Shadows of the Bed
Loving sleep is, more or less, a human instinct. A newborn infant sleeps roughly 20 hours a day, and once grown, aside from a few rare exceptions who need little or no sleep, most of us manage around 7 or 8 hours a night. But in this fast-spinning age, the luxury of waking up naturally, whenever the body decides, isn’t really available to most people. The folk tunes, the idleness, the wandering, the vagrants that Milan Kundera longs for in Slowness seem, against this backdrop, like an especially blessed kind of leisure.
Lying in bed can be a real pleasure. Lu You, lying idle in bed, once wrote “A Sudden Storm on the Fourth of the Eleventh Month” and “Spring Rain Clearing in Lin’an.” “All night the rain falls softly on the little tower; by dawn, deep in the lane, someone hawks apricot blossoms.” Such poetic lines have shaped no small amount of distinctly Chinese romantic fantasy — spring rain falling gently in the night over quiet streets, soaking and cleansing the thirsty alleys; by day, the poet, lingering in bed, is roused by the warm sun, half-aware of a peddler’s cry drifting in from outside. Chen Yuyi, too, as the ice thawed in the second lunar month, wrote: “A traveler’s days pass within the pages of poems; news of apricot blossoms arrives in the sound of rain.” The apricot blossoms here, the sound of rain — too delicate, too refined, falling short, in the end, of Lu You’s deft little tower.

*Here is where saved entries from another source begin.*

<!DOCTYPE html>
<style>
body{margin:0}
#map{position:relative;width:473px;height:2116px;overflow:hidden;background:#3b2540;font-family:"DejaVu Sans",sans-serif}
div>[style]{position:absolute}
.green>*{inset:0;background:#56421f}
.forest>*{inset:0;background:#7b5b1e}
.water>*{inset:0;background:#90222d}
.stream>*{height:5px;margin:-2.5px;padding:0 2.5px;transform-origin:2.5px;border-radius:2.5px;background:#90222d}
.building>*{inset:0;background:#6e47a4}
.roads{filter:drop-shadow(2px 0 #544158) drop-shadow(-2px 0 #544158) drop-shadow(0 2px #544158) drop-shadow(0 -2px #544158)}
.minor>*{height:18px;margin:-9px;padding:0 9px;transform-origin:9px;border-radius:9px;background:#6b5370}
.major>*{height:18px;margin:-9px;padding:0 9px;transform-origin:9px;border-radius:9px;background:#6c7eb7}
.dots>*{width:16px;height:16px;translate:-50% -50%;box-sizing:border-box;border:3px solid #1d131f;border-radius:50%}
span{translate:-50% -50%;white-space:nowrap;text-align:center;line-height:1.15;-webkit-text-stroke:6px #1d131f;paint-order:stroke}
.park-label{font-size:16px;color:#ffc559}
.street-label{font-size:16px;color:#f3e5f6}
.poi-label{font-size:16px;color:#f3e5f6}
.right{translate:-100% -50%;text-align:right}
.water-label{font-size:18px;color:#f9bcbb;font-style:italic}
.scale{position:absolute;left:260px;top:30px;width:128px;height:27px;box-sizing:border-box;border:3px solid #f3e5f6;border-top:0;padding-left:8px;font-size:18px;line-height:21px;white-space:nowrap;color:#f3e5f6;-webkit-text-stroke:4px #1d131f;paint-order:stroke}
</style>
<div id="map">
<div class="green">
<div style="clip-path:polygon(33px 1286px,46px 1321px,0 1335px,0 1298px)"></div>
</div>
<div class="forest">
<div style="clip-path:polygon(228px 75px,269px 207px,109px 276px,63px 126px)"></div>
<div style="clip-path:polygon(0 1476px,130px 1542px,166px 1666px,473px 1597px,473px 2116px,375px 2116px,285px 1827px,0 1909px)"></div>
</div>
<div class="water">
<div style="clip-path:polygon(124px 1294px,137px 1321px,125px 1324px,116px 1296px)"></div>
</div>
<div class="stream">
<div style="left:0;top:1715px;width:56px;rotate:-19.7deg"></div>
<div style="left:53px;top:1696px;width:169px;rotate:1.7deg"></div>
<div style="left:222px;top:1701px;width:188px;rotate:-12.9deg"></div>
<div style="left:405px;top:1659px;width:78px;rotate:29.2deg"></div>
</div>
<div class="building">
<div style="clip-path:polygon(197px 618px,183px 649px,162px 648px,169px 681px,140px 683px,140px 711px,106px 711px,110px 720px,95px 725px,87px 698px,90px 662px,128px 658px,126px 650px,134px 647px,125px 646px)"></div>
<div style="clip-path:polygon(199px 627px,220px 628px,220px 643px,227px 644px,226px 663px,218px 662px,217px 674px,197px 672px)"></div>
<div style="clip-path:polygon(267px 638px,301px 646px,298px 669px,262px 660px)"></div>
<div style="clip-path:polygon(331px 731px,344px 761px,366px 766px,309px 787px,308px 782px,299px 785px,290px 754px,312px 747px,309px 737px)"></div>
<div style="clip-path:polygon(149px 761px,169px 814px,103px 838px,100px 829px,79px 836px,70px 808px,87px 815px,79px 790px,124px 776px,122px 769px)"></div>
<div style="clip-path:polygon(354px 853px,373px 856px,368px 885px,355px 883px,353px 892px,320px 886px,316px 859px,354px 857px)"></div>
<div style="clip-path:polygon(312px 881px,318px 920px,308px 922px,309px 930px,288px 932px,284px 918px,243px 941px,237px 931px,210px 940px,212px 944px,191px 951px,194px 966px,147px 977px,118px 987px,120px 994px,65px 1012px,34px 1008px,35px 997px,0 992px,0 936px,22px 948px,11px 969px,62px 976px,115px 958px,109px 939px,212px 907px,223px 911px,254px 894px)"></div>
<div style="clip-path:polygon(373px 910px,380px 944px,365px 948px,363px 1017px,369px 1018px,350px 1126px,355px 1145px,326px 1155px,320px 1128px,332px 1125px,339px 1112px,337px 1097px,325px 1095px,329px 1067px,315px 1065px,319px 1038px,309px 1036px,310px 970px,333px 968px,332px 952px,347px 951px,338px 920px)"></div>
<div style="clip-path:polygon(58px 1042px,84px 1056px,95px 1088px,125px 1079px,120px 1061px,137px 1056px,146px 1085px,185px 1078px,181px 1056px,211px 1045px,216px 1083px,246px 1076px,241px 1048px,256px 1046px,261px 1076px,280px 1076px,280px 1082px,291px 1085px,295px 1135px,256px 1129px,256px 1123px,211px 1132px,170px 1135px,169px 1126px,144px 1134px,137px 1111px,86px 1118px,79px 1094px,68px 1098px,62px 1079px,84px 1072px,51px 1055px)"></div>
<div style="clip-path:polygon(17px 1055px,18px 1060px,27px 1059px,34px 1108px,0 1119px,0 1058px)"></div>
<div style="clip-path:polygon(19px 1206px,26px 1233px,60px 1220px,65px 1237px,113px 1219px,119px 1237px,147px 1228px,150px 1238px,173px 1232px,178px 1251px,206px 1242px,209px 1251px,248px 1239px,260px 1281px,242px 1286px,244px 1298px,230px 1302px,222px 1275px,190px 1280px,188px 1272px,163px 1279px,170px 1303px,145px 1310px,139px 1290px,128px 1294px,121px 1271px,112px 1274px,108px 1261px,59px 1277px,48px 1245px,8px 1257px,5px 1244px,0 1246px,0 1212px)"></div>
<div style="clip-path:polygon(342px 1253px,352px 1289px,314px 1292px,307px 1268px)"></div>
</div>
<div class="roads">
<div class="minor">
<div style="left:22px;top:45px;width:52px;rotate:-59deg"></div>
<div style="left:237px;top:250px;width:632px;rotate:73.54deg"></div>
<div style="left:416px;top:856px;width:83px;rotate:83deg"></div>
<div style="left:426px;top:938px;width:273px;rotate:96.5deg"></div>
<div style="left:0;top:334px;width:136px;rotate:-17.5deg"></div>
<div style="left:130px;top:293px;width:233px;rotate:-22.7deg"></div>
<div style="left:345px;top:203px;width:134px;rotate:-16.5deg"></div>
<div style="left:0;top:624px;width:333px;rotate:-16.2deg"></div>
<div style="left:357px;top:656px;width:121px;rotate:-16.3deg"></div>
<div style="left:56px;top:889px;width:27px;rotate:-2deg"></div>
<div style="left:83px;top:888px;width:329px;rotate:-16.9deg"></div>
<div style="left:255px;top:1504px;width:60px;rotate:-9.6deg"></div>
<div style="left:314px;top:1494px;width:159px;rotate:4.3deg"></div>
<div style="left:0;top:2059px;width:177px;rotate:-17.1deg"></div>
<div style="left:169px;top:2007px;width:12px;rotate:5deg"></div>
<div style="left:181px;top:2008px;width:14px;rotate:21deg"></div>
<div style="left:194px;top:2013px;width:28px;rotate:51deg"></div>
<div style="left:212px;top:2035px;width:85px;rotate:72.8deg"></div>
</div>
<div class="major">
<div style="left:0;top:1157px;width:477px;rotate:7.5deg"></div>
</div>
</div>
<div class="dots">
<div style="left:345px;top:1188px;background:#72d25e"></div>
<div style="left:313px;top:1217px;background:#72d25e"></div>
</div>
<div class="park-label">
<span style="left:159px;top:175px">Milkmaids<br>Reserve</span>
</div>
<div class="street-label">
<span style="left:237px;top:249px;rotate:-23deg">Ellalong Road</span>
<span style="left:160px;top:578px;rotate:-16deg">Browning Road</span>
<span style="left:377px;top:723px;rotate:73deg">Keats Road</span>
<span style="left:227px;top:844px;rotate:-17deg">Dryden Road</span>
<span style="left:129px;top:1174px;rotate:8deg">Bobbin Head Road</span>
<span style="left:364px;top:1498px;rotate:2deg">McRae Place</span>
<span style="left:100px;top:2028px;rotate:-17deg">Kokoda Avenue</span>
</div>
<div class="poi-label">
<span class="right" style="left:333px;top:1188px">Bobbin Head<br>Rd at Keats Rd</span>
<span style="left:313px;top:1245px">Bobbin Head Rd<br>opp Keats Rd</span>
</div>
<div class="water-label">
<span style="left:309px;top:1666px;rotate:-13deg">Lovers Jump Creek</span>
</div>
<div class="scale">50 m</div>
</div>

The Qing-dynasty novelist Li Yu, stepping outside such poetic imagery, devoted a section of Sketches of Idle Pleasure specifically to beds and bed curtains. He wrote: “This bed is the thing I have shared half my life with — even ranked ahead, in some sense, of the wife who shared my hardships from our wedding day. Of all the things a person treats with the deepest regard, none surpasses this.” Here, Li Yu compares his bed to his own wife, which tells you he must have been someone who truly loved sleep. He also proposed four ways to beautify a bed: “First, let the bed bear flowers; second, let the curtain have a frame; third, the curtain should be fitted with a lock; fourth, the bed should wear a skirt.” Specifically, “letting the bed bear flowers” means placing potted flowers by the bedside; “letting the curtain have a frame” means setting up a mosquito net with an internal structure to keep insects out; “the curtain should be fitted with a lock” suggests a mosquito net with three fasteners, so mosquitoes can’t slip in; and “the bed should wear a skirt” means adding a valance to the bed, both for looks and ease of cleaning. Li Yu also wrote about his own methods for keeping a room cool in summer and warm in winter.

There’s a clear difference between the beds of the ancients and those of today. In the painting Reading by the Window, you can see a small folding screen placed at the head of the bed — what the ancients called a “painted screen,” “small screen,” or “pillow screen,” generally meant to block drafts. Ouyang Xiu’s “On a Plain Screen” likewise reflects the feeling he had for one such painted screen.

Before the Tang and Song dynasties, beds were more like the one shown in Admonitions of the Court Instructress by the Jin-dynasty painter Gu Kaizhi — typically designed with railings enclosing them, a structure that can later be seen in Japan as well. This kind of fixture always struck me as a bit stifling and rigid. Such beds were probably meant either to conceal certain private acts, or to keep children from rolling off while asleep.

European beds show a different sensibility altogether. Take, for instance, the architecture and ornamentation seen in the film Marie Antoinette — the Rococo-style beds still carry forward the lavish extravagance of the Baroque period, and amid all that extreme opulence, you can already glimpse the first hints of the simplicity that would follow classical styles. As Neoclassicism, naturalism, and rationalism developed, later European architecture abandoned those wanton, eccentric, overly ornate lines. Setting aside architectural aesthetics, if you look closely at the beds in that film, you’ll notice a similarity to Jin-dynasty beds: both feature large bed curtains. What might this mean? Is it a tool for concealment used by people of high status? Or is it simply, like the painted screen, just a device to block drafts?
Of course, the gold-and-jade splendor of those European headboards is far less interesting to me than the Chinese painted screen. The landscape paintings and paintings of court ladies on a painted screen tell so many stories. Records of the Listener mentions someone who kept seeing a beautiful woman every time the lights went out, and who later discovered, upon taking the screen apart, the secret behind it: underneath the screen was an older painting, and the woman in that older painting had become a spirit.
I’ve been troubled by my bed lately. Last night I took some Unisom and slept without a single dream — “Drink one cup at dawn and sleep through a whole nap; what in this world is worth all the fuss?”